FRANKFURT, Germany — In December 2020, the European Commission proposed a new sustainable batteries regulation. In line with the EU’s ambition to be climate neutral by 2050, this legislation aims to reduce the environmental harm caused by battery production and usage while building up the EU’s domestic battery industry. However, this bill might also help solve a complicated human rights challenge by ensuring labor protection for mine workers in economically developing nations, specifically in the Democratic Republic of the Congo.
Broadly speaking, sustainable battery regulation will increase environmental protection, transparency and monitoring at every stage of a battery’s life cycle. Producers, for example, would have to source materials through supply chains upholding high environmental, labor and human rights standards. For batteries produced outside the EU, importers and distributors would be responsible for assessing the batteries’ compliance with these value-based standards.
More than 70% of the world’s extracted cobalt, a mineral crucial to battery production, comes from the Democratic Republic of Congo (DRC). Amnesty International has reported that many cobalt mines in the DRC fail to provide adequate working conditions. As the sustainable batteries regulation could threaten inhumanely operated mines with expulsion from the EU’s market, the proposed regulation could induce many Congolese mines to improve their working conditions.
Cobalt Mines in the Democratic Republic of the Congo
Child labor and unsafe working conditions are just two of the many problems currently endemic to mine work in the Democratic Republic of Congo. In particular, so-called artisanal and small-scale mining often fail to meet minimum working standards. Between 15% to 30% of Congolese miners work in these areas more often than informally administered mines.
Complicating this challenge further, cobalt mining provides income for millions of Congolese. Yet, more than $570 million in mining revenue allegedly “disappeared” because of government corruption and mismanagement between 2013 and 2015. However, simply shutting down mines will do more harm than good.
In the future, the growing demand for cobalt risks exacerbating these human rights failures. The World Bank Group predicts that the demand for cobalt will be four times as high as it is today by 2030. In terms of batteries themselves, the European Commission expects the global demand for batteries to be 14 times as high in 2030 as it was in 2018. If these numbers materialize without the necessary rules, procedures and infrastructure in place, they will overwhelm the capacity to monitor mines and where their products head, leaving many workers vulnerable and many mines unchecked.

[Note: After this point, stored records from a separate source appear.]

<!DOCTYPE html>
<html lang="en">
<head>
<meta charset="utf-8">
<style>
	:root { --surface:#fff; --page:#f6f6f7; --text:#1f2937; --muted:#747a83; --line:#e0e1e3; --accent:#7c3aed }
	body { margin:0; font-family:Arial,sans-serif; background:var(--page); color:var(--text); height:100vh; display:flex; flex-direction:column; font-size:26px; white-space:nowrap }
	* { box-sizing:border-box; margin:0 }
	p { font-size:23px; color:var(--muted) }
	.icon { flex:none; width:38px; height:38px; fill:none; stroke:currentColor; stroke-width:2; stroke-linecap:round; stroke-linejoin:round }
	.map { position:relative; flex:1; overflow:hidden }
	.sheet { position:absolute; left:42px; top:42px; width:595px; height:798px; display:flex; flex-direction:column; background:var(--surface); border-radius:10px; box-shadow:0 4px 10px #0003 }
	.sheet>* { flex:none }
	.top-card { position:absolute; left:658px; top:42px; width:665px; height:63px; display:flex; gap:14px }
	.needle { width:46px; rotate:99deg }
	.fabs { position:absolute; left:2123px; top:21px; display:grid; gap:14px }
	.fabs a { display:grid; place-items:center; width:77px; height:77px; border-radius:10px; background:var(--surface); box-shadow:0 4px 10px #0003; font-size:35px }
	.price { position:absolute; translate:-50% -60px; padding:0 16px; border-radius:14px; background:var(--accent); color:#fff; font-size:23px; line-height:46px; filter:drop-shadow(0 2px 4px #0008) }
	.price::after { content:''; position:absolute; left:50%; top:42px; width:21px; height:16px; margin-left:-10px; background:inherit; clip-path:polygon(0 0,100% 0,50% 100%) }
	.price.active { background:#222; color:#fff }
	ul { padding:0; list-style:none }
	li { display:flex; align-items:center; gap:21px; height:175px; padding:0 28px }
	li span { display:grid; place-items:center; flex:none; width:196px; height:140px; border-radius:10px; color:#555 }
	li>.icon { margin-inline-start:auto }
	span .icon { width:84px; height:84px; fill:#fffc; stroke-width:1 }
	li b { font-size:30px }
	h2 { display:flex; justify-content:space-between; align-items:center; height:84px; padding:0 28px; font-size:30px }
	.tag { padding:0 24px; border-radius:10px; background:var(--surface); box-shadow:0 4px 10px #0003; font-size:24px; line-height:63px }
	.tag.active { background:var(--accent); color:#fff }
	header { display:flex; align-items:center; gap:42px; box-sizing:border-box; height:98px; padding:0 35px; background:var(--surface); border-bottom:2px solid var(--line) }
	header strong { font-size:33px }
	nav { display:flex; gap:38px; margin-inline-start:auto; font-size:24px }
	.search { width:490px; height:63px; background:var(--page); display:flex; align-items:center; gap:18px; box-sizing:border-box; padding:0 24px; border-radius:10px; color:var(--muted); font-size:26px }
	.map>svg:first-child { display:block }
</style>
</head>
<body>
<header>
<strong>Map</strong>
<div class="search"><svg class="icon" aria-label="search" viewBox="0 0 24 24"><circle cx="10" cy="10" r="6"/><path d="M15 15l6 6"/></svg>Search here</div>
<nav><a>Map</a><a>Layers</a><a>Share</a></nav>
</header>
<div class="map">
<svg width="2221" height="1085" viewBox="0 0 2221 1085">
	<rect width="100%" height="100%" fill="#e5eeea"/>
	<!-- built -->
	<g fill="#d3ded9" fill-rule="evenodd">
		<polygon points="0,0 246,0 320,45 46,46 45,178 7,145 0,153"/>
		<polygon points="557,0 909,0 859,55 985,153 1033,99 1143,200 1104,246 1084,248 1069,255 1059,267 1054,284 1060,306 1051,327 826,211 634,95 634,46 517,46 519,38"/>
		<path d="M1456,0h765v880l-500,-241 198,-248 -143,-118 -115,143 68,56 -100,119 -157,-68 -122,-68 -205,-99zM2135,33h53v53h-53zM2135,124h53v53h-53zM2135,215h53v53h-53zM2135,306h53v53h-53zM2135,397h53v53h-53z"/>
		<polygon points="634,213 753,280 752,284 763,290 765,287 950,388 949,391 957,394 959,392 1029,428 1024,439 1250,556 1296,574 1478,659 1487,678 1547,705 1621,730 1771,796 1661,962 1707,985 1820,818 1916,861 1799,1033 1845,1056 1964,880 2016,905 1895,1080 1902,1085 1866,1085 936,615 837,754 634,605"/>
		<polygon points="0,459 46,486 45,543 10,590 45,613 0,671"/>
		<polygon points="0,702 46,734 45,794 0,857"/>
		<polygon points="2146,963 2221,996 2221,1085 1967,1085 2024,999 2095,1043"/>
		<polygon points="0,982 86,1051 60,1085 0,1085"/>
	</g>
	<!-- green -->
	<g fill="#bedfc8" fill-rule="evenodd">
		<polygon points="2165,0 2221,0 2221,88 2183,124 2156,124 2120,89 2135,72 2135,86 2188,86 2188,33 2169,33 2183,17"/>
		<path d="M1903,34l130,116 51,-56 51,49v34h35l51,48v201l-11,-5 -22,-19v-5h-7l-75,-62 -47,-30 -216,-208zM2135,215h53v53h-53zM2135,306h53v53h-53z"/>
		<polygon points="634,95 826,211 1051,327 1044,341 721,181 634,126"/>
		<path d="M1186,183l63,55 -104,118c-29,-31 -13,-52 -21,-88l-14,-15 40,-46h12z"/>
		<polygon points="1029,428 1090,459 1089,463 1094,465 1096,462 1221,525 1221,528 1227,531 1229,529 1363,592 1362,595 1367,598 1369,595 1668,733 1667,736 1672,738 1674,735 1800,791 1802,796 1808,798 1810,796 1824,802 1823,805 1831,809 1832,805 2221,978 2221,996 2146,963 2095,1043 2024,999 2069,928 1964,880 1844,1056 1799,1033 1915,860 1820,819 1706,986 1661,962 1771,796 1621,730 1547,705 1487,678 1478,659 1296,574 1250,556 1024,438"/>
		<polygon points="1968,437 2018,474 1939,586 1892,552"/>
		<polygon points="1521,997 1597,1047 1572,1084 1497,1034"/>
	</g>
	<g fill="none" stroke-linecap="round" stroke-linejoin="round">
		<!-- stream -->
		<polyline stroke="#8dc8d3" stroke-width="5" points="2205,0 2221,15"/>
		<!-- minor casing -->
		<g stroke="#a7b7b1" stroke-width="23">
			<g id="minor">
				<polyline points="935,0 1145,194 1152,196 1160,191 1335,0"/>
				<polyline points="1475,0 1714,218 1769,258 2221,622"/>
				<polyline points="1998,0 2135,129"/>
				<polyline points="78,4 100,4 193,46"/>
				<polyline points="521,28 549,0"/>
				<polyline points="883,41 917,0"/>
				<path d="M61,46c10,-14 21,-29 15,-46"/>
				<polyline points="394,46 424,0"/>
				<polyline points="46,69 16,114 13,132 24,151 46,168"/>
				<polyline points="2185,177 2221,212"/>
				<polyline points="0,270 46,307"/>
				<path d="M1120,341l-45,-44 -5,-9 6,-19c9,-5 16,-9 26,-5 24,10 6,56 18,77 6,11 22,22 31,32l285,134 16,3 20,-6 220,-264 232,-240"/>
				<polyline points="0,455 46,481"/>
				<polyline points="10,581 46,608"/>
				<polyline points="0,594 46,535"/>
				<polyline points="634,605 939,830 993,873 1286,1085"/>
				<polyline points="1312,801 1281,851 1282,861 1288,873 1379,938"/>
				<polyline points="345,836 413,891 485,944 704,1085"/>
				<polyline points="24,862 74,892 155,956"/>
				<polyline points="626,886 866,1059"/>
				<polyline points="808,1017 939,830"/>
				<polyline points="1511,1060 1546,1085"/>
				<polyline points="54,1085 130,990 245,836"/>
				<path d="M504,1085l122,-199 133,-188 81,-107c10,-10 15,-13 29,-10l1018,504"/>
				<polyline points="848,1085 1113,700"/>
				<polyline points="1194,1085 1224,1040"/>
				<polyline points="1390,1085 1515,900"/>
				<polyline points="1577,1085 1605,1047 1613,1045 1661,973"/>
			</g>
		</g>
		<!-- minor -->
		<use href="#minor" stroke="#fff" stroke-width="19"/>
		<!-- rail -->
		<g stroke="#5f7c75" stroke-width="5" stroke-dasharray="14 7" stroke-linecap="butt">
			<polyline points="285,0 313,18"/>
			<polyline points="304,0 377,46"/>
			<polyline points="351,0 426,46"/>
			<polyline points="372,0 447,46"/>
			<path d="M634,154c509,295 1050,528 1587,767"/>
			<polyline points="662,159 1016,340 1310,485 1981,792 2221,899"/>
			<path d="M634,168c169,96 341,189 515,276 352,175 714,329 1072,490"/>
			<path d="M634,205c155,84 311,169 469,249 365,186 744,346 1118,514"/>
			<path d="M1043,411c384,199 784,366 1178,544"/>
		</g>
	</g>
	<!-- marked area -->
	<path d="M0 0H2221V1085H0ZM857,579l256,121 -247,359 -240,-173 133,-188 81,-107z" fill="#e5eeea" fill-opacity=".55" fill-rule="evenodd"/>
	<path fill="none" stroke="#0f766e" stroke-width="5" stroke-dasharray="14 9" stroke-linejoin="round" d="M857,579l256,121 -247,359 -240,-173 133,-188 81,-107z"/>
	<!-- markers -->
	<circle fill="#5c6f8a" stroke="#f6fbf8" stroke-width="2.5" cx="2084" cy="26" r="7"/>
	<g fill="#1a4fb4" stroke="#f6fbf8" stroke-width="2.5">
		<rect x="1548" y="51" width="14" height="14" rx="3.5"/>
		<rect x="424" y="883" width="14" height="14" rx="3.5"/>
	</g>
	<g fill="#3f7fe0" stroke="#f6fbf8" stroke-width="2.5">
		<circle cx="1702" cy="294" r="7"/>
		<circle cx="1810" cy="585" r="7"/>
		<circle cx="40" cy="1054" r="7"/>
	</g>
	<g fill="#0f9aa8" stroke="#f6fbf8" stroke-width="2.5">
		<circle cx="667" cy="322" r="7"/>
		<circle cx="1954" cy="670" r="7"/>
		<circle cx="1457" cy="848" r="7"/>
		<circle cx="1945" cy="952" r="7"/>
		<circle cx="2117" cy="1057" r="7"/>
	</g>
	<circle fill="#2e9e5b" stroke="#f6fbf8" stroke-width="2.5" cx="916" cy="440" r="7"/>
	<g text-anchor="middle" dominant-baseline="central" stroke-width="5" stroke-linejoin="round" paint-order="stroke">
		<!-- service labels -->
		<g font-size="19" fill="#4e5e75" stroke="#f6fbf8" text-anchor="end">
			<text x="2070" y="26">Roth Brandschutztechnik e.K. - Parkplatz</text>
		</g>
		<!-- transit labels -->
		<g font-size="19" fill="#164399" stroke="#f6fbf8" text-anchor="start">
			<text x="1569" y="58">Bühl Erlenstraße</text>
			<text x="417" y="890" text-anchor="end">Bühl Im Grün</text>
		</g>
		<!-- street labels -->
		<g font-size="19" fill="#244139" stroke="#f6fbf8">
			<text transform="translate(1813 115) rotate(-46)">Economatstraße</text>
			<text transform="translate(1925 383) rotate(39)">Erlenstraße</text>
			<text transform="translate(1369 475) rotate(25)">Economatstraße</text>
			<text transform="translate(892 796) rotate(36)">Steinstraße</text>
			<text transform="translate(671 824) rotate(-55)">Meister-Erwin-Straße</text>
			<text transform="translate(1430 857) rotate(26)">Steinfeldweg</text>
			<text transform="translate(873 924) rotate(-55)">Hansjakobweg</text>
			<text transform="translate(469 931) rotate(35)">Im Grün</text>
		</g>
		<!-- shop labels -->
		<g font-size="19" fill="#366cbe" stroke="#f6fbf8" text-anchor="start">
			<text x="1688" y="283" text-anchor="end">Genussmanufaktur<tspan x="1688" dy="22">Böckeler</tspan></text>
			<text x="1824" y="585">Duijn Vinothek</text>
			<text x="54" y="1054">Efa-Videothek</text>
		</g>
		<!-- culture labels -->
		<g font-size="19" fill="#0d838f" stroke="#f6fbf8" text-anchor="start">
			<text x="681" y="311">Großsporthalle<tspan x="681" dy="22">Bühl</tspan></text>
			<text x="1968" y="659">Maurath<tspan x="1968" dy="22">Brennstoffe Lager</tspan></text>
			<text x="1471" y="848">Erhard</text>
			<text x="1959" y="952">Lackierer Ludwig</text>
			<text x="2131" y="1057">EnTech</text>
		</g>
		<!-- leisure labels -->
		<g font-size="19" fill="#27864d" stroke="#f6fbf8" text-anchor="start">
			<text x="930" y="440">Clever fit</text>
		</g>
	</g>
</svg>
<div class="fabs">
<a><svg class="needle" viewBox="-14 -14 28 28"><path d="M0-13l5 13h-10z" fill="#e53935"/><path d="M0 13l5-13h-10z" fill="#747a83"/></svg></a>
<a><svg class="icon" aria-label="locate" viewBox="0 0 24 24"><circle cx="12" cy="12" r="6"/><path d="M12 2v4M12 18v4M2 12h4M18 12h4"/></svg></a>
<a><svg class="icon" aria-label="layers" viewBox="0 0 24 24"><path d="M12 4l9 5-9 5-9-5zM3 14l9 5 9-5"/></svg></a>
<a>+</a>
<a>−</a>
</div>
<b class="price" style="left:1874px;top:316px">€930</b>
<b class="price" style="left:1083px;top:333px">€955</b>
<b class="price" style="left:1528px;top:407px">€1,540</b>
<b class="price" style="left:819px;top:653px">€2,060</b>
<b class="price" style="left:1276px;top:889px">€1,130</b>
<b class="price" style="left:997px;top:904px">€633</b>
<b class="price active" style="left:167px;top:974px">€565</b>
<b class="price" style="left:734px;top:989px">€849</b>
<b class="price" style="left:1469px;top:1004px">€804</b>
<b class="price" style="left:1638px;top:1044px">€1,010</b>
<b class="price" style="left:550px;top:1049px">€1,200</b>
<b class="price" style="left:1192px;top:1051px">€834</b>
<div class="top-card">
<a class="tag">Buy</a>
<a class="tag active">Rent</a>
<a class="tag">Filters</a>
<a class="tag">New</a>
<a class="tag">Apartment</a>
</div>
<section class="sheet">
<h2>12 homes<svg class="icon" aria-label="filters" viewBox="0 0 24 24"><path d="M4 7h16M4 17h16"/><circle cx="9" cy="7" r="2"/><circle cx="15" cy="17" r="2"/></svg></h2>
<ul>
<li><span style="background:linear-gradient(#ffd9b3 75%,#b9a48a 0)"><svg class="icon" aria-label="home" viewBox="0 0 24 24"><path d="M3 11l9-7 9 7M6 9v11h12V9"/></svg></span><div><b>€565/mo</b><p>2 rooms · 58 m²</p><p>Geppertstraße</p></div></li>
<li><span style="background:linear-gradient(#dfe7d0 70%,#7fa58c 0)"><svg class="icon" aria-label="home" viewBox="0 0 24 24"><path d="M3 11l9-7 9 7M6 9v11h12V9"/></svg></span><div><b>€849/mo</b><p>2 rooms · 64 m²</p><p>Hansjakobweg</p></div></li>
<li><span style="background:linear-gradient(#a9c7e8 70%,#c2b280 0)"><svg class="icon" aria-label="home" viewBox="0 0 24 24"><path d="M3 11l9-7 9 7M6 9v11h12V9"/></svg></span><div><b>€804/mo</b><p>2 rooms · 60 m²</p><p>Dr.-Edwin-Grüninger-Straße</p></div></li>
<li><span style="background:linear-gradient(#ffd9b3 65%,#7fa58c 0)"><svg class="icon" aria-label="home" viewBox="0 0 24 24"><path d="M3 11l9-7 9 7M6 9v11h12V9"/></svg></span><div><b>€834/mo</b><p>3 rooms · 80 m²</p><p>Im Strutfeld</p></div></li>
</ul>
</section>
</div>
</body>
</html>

Private companies have undertaken various endeavors to clean up their supply chains. The Renewable Cobalt Initiative (RCI), for example, aims to coordinate manufacturers’ efforts to guarantee that its cobalt is mined ethically. Established by the China Chamber of Commerce of Metals, Minerals and Chemicals Importers and Exporters (CCCMMC) in 2016, RCI comprises more than 30 companies in the technology industry, including Apple Inc., HP Inc. and Huawei.
That being said, in December 2019, the human rights firm International Rights Advocates filed a lawsuit against Apple, Alphabet, Dell, Microsoft and Tesla on behalf of 14 parents and children from the DCR. The firm accused the tech giants of “aiding and abetting” the sometimes mortal harm befalling mine workers in the DCR. It also claimed that the companies “reasonably should have known” that many of the mines in question employed children, often for the most dangerous tasks.
The five firms issued a motion in October 2020 to dismiss the complaint, contending that they did not know about infractions at these specific cobalt mines. Moreover, these firms claimed that the Trafficking Victims Protection Reauthorization Act (TVPRA) — under which they had been sued — did not cover workers pressured into subpar working conditions by economic necessity, only those pressured by the threat of violence.
Whether private initiatives are meaningful or just “window dressing” is difficult to know. Raising awareness of the issue and receiving firms’ commitments is a useful first step, but mere rhetoric will not raise the working conditions of Congolese miners; only substantive change will.
On the Way to Final Legislation
The EU’s proposed sustainable batteries regulation is a policy whose primary aim is to build up the EU’s domestic battery industry and lead the global transition to environmentally conscious production. But aside from these goals, the proposed legislation could also improve labor standards in the Congolese mining sector. By making importers and distributors responsible for ensuring that foreign-sourced materials meet environmental, social, and human rights standards, the regulation could trigger a change in cobalt mines’ monitoring and working conditions in the DRC. The final legislation is likely to look different from its current formulation as the European Parliament and the Council of the European Union have yet to present their reactions to the proposal. It nonetheless demonstrates that promoting human rights and promoting economic and environmental objectives are not mutually exclusive. In fact, they go hand in hand.